3. GOD WANTS US TO LIVE LIKE PAUL, SO WE NEED PAUL'S SORROW FOR THE LOST. WE ALSO NEED HIS SACRIFICIAL WAY OF LIFE.
*In vs. 3-4, we can see just how much Paul was willing to sacrifice for his kinsmen. Here Paul said, "For I could wish that I myself were accursed from Christ for my brethren, my kinsmen according to the flesh, who are Israelites."
*In vs. 3, Paul was even willing to give up his salvation for the lost! And of course, no one could ever do that. But Paul was willing to bend over backwards. He was willing to go to any length to see other people get saved.
*In 1 Corinthians 9:19-22, Paul said:
19. . . Though I am free from all men, I have made myself a servant to all, that I might win the more;
20. and to the Jews I became as a Jew, that I might win Jews; to those who are under the law, as under the law, that I might win those who are under the law;
21. to those who are without law, as without law (not being without law toward God, but under law toward Christ), that I might win those who are without law;
22. to the weak I became as weak, that I might win the weak. I have become all things to all men, that I might by all means save some.
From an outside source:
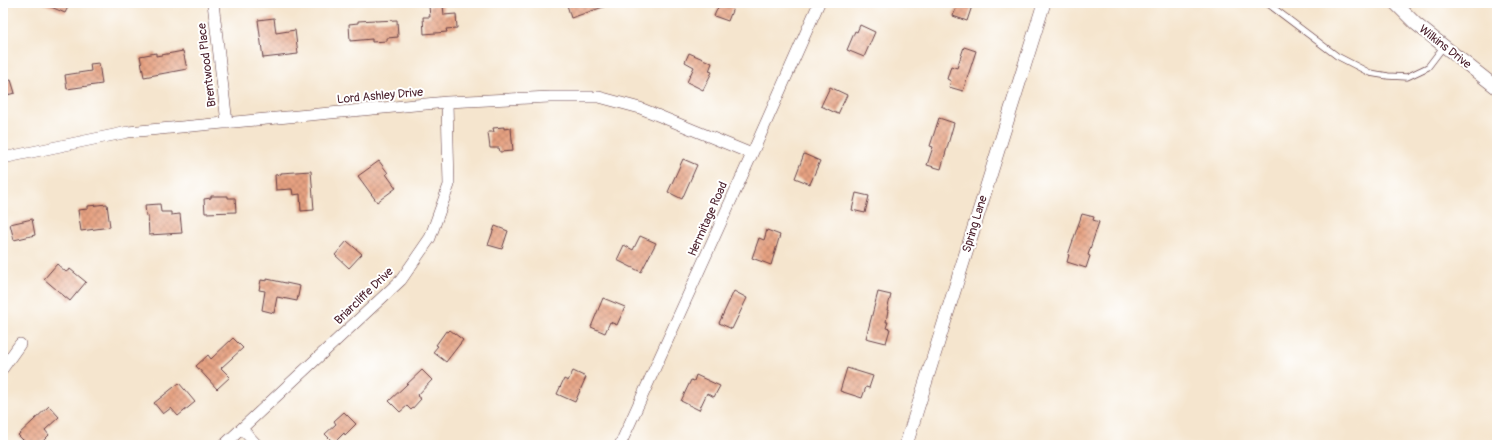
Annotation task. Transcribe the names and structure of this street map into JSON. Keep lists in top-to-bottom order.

*Paul was willing to sacrifice it all for Jesus Christ. In 2 Corinthians 11:23-28, he was very concerned about other men preaching a false gospel. And Paul reluctantly gave this resume of his sacrifice for the Lord:
23. Are they ministers of Christ? I speak as a fool I am more: in labors more abundant, in stripes above measure, in prisons more frequently, in deaths often.
24. From the Jews five times I received forty stripes minus one.
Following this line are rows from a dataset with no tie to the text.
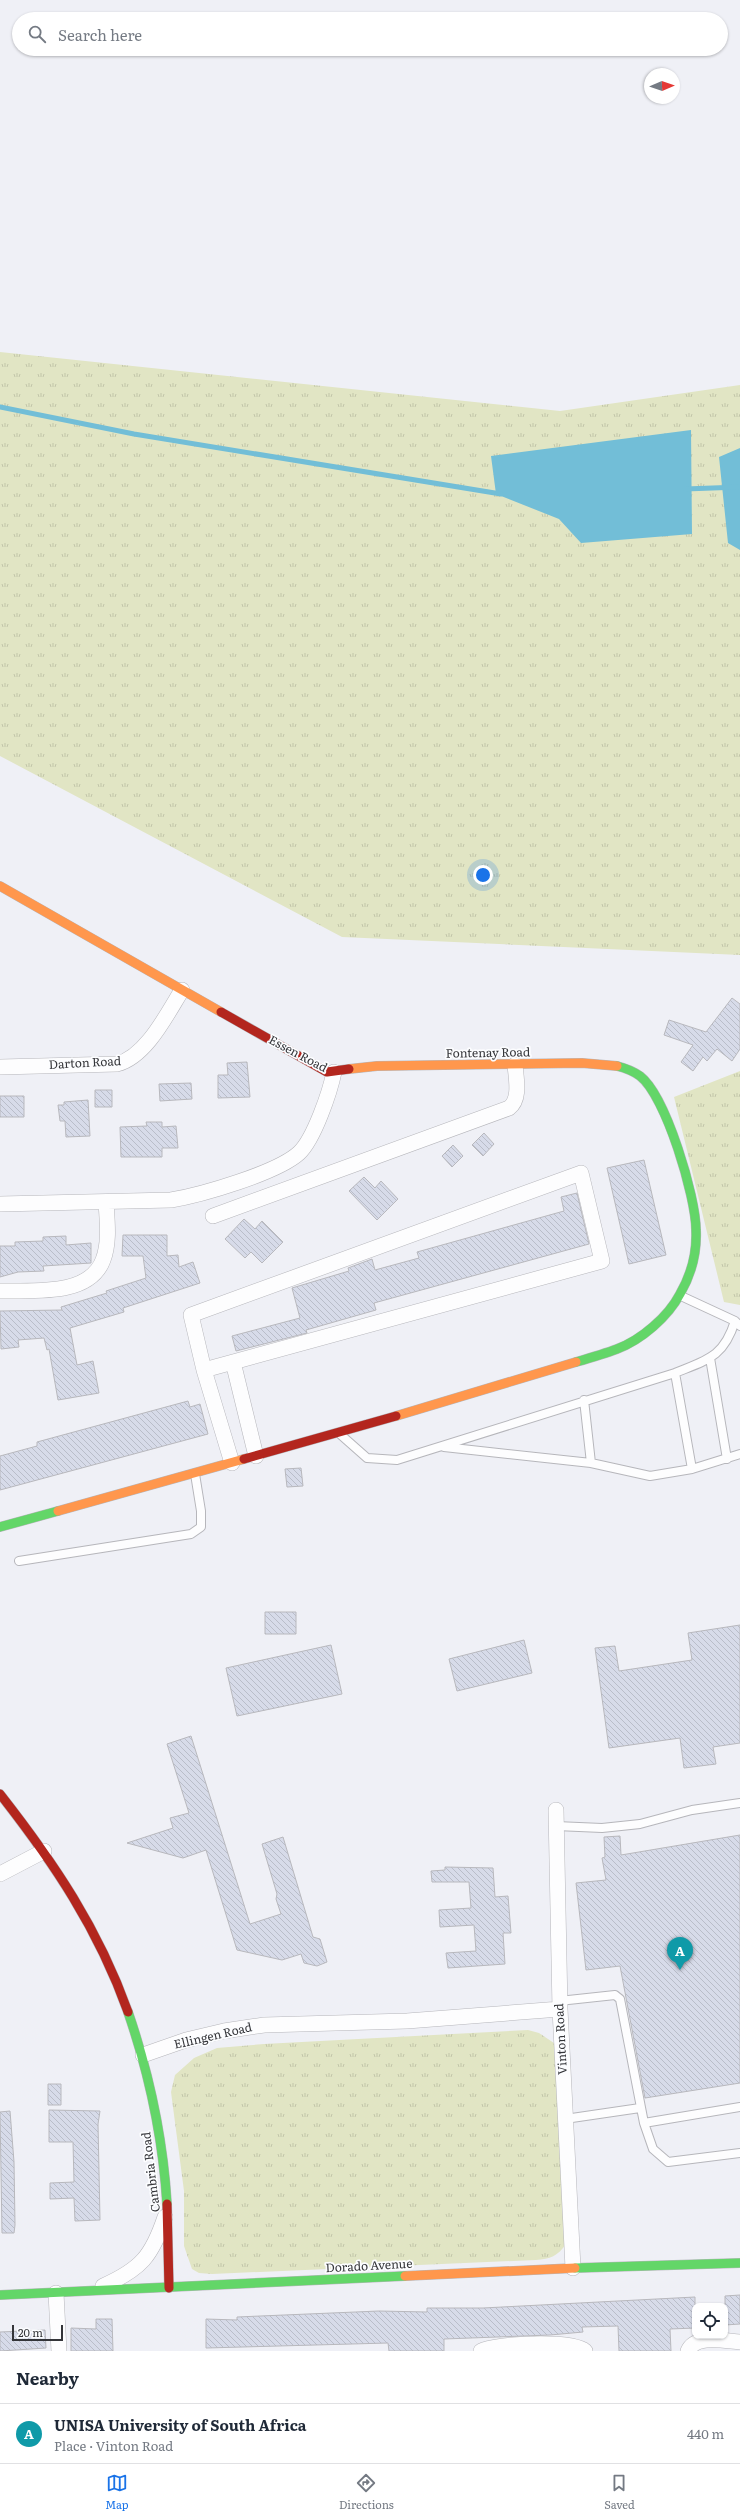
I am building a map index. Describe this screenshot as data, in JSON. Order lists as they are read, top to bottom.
{
  "streets": {
    "street": [
      "Fontenay Road",
      "Essen Road",
      "Darton Road",
      "Ellingen Road",
      "Vinton Road",
      "Cambria Road",
      "Dorado Avenue"
    ]
  },
  "crossings": [
    ["Fontenay Road", "Essen Road"],
    ["Essen Road", "Darton Road"],
    ["Ellingen Road", "Vinton Road"],
    ["Ellingen Road", "Cambria Road"],
    ["Vinton Road", "Dorado Avenue"],
    ["Cambria Road", "Dorado Avenue"]
  ],
  "scale_bar": "20 m",
  "north": "right",
  "page": {
    "search": "Search here",
    "pins": "A",
    "scale": "20 m",
    "heading": "Nearby",
    "list": [
      {
        "mark": "A",
        "name": "UNISA University of South Africa",
        "note": "Place · Vinton Road",
        "value": "440 m"
      }
    ],
    "nav": ["Map", "Directions", "Saved"]
  }
}
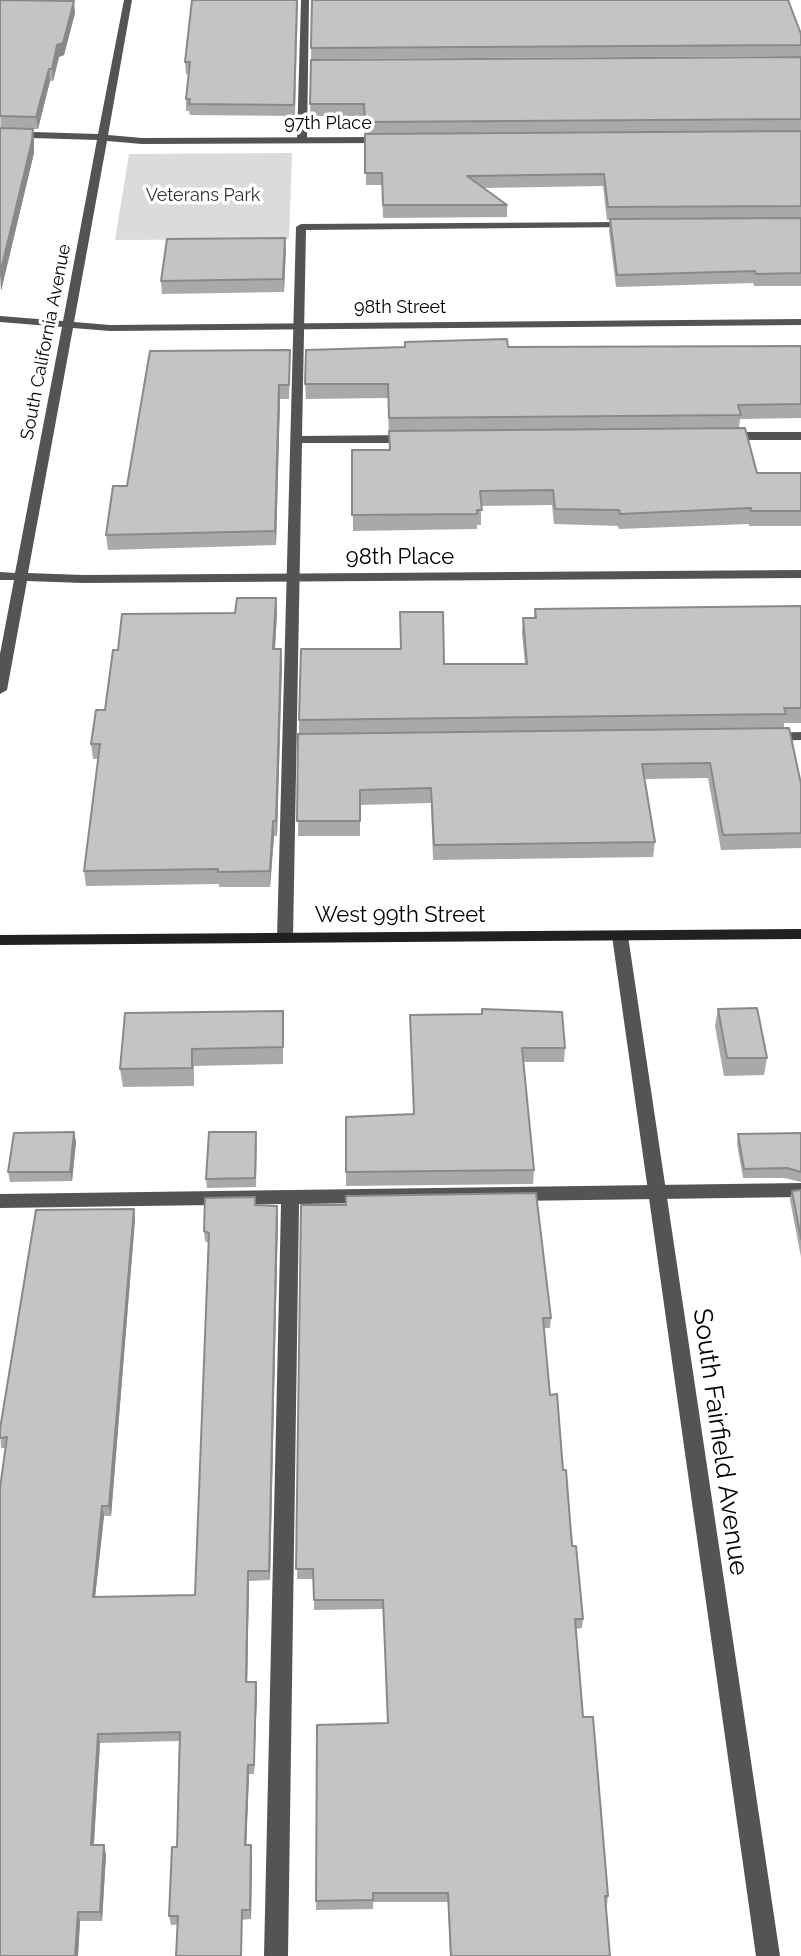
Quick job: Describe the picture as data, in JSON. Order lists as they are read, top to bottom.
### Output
{
  "streets": {
    "street": [
      "97th Place",
      "98th Street",
      "South California Avenue",
      "98th Place",
      "West 99th Street",
      "South Fairfield Avenue"
    ]
  },
  "crossings": [
    ["97th Place", "South California Avenue"],
    ["98th Street", "South California Avenue"],
    ["South California Avenue", "98th Place"],
    ["West 99th Street", "South Fairfield Avenue"]
  ],
  "parks": ["Veterans Park"]
}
25. Three times I was beaten with rods; once I was stoned; three times I was shipwrecked; a night and a day I have been in the deep;
26. in journeys often, in perils of waters, in perils of robbers, in perils of my own countrymen, in perils of the Gentiles, in perils in the city, in perils in the wilderness, in perils in the sea, in perils among false brethren;
27. in weariness and toil, in sleeplessness often, in hunger and thirst, in fastings often, in cold and nakedness
28. besides the other things, what comes upon me daily: my deep concern for all the churches.
*Paul became a prisoner in chains for the Lord. He even gave his life to spread the gospel of Jesus Christ. And we probably won't be called on to die for the Lord. But we are certainly called to live for the Lord in a sacrificial way.
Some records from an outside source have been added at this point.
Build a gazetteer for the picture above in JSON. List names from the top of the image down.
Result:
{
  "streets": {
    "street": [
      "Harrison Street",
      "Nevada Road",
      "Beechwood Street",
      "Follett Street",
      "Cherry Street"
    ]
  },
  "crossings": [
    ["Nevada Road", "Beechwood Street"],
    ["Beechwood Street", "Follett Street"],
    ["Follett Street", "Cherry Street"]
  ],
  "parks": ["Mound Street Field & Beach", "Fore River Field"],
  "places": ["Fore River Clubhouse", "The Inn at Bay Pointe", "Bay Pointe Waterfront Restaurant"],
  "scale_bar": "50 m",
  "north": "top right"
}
*We know this because in Luke 9:23-24 we hear Jesus say, "If anyone desires to come after Me, let him deny himself, and take up his cross daily, and follow Me. For whoever desires to save his life will lose it, but whoever loses his life for My sake will save it."
*The Apostle Paul and countless other Christians have died for the cause Christ. But we know that Jesus is talking about more than physical death, because He tells us to take up our cross daily.
*Fred Craddock gave this great explanation of a sacrificial life for the Lord: "To give my life for Christ appears glorious, to pour myself out for others, to pay the ultimate price of martyrdom: 'I'll do it. I'm ready, Lord, to go out in a blaze of glory.' We think giving our all to the Lord is like taking a $1,000 bill and laying it on the table. 'Here's my life, Lord. I'm giving it all.'
*But the reality for most of us is that He sends us to the bank and has us cash in the $1,000 for quarters. Then, we go through life putting out 25 cents here, and 50 cents there. We listen to the neighbor kid's troubles instead of saying, 'Get lost'. We go to a committee meeting for the church. We give a cup of water to a shaky old man in a nursing home," or we help in VBS. We take some kids to camp. We give a donation so more kids can go to camp.
*"Usually giving our life to Christ isn't glorious in this world at all. Most people won't even notice, because it's done in all those little acts of love, 25 cents at a time." (4)
4. GOD WANTS US TO LIVE LIKE PAUL, SO WE NEED PAUL'S SACRIFICIAL WAY OF LIFE. BUT MOST OF ALL WE NEED PAUL'S SAVIOR.
*How can we be more like the Apostle Paul? -- Only through the help of our Lord and Savior Jesus Christ!
*In vs. 3-5 Paul began to list some of the great blessings of being a Jew, and in vs. 5 Paul listed the greatest blessing of all: That the King of Kings and only Savior of the world chose to come into this world as a Jew.
*With this in mind, please listen again to vs. 3-5 where Paul said:
3. For I could wish that I myself were accursed from Christ for my brethren, my kinsmen according to the flesh,
4. who are Israelites, to whom pertain the adoption, the glory, the covenants, the giving of the law, the service of God, and the promises;
5. of whom are the fathers and from whom, according to the flesh, Christ came, who is over all, the eternally blessed God. Amen.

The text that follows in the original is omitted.